Of course, and I have tried to explain why. But let me mention two additional factors. First, this eclecticism and regression have a far harsher effect on small entrepreneurs than on large corporate entities. Ukraine is rich in entrepreneurial talent, but it has been starved of entrepreneurship. The explanation for this paradox is simple: entrepreneurs have been given no decent incentive to go into business. Big companies have big friends. They can budget for uncertainty and, indeed, reverses. Small entrepreneurs have to get things right the first time or they risk losing everything they have. Yet they are the real foundation of a liberal market economy and the general prosperity of ordinary people. They are also one of the foundation stones of civil society and the accountability of the state. If small business is weak, society is weak, and defences against irresponsible power are weak.

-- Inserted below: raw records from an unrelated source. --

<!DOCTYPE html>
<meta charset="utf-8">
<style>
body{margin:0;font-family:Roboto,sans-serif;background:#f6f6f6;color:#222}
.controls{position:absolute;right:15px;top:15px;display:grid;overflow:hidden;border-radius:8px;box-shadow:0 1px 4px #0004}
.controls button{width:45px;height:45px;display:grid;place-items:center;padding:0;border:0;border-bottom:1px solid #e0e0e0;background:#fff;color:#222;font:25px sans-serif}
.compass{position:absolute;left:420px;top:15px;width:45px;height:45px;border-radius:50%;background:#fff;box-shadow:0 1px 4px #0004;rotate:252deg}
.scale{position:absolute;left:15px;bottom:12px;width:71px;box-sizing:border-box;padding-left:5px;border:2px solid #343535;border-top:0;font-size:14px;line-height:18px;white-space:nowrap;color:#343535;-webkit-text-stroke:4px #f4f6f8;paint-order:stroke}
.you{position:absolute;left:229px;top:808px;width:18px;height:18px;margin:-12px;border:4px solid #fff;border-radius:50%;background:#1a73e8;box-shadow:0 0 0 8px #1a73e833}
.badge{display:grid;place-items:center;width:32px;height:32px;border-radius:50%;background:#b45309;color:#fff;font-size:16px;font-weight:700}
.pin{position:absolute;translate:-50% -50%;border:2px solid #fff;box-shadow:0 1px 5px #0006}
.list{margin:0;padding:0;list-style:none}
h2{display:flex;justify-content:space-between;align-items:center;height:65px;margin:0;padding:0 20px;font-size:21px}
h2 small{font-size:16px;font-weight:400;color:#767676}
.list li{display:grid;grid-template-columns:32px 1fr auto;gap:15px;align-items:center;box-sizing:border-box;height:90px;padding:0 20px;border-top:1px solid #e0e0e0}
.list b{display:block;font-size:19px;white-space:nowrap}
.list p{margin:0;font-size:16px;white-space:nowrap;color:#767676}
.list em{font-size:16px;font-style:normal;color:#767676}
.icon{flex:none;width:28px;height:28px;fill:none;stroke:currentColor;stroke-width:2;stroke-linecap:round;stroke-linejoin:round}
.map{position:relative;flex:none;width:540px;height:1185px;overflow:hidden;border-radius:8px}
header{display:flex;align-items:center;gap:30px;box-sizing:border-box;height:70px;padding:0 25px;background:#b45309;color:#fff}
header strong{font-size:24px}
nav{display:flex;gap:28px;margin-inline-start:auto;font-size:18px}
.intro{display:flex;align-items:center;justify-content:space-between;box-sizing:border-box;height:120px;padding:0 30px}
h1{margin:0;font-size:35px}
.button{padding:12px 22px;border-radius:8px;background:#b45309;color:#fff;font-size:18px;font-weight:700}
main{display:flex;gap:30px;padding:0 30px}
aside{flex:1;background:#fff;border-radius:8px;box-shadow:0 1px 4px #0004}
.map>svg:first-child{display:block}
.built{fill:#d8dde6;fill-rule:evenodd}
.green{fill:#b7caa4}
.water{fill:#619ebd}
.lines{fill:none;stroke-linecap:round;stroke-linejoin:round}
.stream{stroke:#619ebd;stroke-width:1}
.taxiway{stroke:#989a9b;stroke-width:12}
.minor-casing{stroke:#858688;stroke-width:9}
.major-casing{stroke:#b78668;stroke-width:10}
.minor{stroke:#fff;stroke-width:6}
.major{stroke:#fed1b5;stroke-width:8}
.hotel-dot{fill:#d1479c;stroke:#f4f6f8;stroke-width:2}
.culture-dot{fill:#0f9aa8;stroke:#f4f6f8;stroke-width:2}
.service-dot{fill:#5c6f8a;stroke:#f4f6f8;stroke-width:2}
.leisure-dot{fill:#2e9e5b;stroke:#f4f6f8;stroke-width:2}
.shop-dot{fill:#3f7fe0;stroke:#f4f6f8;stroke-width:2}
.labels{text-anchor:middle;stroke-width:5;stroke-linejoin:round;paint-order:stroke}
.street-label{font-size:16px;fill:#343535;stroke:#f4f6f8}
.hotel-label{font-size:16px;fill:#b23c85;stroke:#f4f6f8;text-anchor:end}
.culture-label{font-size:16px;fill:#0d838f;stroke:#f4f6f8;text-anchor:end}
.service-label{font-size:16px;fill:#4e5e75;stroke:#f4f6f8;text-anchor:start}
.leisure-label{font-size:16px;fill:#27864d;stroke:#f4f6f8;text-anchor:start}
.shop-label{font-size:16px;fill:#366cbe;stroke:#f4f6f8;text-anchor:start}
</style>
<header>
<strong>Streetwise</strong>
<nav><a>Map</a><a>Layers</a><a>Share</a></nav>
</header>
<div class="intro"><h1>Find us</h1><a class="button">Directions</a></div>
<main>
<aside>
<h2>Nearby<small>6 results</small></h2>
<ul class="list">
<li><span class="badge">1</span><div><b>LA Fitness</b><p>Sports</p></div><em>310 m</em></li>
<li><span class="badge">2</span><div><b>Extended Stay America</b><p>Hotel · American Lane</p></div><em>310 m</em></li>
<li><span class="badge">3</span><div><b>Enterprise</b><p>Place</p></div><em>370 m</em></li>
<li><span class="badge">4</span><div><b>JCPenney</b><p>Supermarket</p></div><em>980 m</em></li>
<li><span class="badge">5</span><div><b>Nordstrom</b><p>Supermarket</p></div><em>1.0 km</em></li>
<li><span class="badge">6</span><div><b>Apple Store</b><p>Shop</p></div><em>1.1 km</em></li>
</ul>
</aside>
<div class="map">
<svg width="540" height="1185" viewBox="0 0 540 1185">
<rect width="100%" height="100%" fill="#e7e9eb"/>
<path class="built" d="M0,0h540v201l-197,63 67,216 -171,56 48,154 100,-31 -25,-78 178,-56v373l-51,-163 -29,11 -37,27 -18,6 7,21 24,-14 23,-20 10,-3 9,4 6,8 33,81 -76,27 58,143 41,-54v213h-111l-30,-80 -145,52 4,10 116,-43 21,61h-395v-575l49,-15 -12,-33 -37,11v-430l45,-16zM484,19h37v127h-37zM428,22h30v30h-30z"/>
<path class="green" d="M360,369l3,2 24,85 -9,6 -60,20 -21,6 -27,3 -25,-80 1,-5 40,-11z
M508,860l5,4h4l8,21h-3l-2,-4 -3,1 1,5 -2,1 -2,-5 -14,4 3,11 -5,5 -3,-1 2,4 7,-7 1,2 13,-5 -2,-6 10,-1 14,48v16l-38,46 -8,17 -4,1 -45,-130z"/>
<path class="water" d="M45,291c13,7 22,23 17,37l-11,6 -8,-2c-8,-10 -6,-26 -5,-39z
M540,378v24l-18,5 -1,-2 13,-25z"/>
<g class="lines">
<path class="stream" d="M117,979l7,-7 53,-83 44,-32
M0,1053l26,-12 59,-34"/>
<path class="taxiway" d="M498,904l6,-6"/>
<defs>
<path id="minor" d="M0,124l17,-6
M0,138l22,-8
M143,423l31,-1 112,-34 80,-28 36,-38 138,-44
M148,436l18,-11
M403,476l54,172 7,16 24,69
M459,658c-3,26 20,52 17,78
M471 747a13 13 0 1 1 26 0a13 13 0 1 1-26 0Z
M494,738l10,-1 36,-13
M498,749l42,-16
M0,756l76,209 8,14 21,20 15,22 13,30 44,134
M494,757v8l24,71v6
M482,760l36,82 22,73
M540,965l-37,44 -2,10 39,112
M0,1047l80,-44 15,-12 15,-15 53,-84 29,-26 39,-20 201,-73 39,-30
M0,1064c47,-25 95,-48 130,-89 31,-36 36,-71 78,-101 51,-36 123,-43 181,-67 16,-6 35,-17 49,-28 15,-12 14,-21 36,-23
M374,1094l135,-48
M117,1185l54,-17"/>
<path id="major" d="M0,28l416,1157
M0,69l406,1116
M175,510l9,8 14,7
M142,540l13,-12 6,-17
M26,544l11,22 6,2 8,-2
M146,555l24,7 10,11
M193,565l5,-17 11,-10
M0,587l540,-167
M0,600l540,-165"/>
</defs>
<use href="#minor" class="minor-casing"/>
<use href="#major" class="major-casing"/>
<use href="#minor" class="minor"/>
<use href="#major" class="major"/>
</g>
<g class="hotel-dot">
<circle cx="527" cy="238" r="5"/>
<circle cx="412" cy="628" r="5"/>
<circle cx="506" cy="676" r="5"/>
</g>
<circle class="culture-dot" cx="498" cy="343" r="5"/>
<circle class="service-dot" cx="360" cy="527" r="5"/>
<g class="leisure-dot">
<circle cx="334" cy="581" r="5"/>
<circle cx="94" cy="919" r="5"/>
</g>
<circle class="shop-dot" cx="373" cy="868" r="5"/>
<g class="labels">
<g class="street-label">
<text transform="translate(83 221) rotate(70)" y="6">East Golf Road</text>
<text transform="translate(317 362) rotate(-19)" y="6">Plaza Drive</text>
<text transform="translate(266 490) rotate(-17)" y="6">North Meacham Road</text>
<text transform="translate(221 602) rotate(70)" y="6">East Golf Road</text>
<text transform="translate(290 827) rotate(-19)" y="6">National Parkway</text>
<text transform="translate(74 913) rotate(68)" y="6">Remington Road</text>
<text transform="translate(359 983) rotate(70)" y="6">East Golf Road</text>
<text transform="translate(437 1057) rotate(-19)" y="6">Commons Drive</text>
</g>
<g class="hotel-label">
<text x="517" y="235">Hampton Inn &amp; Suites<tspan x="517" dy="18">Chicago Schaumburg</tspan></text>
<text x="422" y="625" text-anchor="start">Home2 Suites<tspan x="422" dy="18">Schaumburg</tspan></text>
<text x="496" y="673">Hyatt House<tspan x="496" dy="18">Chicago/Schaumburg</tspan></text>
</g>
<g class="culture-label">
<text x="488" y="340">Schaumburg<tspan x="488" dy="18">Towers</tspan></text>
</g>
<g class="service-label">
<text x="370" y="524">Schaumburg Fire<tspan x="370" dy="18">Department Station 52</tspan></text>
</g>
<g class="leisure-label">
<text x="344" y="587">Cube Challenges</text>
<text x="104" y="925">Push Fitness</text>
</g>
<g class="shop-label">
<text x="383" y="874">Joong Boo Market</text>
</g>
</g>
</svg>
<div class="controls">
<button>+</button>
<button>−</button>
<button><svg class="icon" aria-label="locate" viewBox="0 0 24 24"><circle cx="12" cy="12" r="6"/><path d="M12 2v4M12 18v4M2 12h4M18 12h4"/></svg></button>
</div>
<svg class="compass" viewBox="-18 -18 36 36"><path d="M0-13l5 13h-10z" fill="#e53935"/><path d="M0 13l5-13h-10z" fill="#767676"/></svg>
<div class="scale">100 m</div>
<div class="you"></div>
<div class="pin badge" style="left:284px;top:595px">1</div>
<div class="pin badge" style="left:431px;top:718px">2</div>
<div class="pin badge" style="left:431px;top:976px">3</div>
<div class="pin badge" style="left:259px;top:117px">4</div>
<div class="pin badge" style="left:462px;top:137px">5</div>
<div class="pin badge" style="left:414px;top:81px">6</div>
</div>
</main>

Second, how will these policies advance Ukraine’s integration into Europe? Several months ago, most of us were hopeful that Ukraine would be granted market economy status by the EU in June. But Rybachuk now admits that this is unlikely to happen. Instead, the Luxembourg meeting of the EU- Ukraine Cooperation Council is likely to be dominated by the issue of price controls in Ukraine. Who can now be optimistic that Ukraine will be admitted into the WTO in November, as we so strongly hoped? Dare one ask the most worrying question of all — what lies behind all of this? Does someone believe that market economy status and WTO membership are moral entitlements for Ukraine, irrespective of what sort of economy Ukraine actually has? Or is someone trying to turn Ukraine away from EU integration towards a different direction?
The US Ambassador in Kyiv Mr. Herbst said that there is corruption in the new government. What is your evaluation of the efforts of new authorities in fighting corruption?
The authorities are dealing with the symptoms of corruption rather than its causes, and they are dealing with these symptoms very, very selectively. Why so selectively? The more respectable reason is that some of them know that corruption is a bottle without a bottom, and if they let the genie out, there will be no end to fear, recrimination and paranoia in the country. The threat to investigate 3,000 privatizations is a classic example of what should not be done. The less respectable reason is that the authorities are afraid of discredition materials that could be used against them, so they pick their targets very carefully. So once again, there is no clear strategy and no consistency between one action and the next.
Is it easy to have a clear strategy? No. Is it possible to have a clear strategy? Yes. But that is a subject for another interview.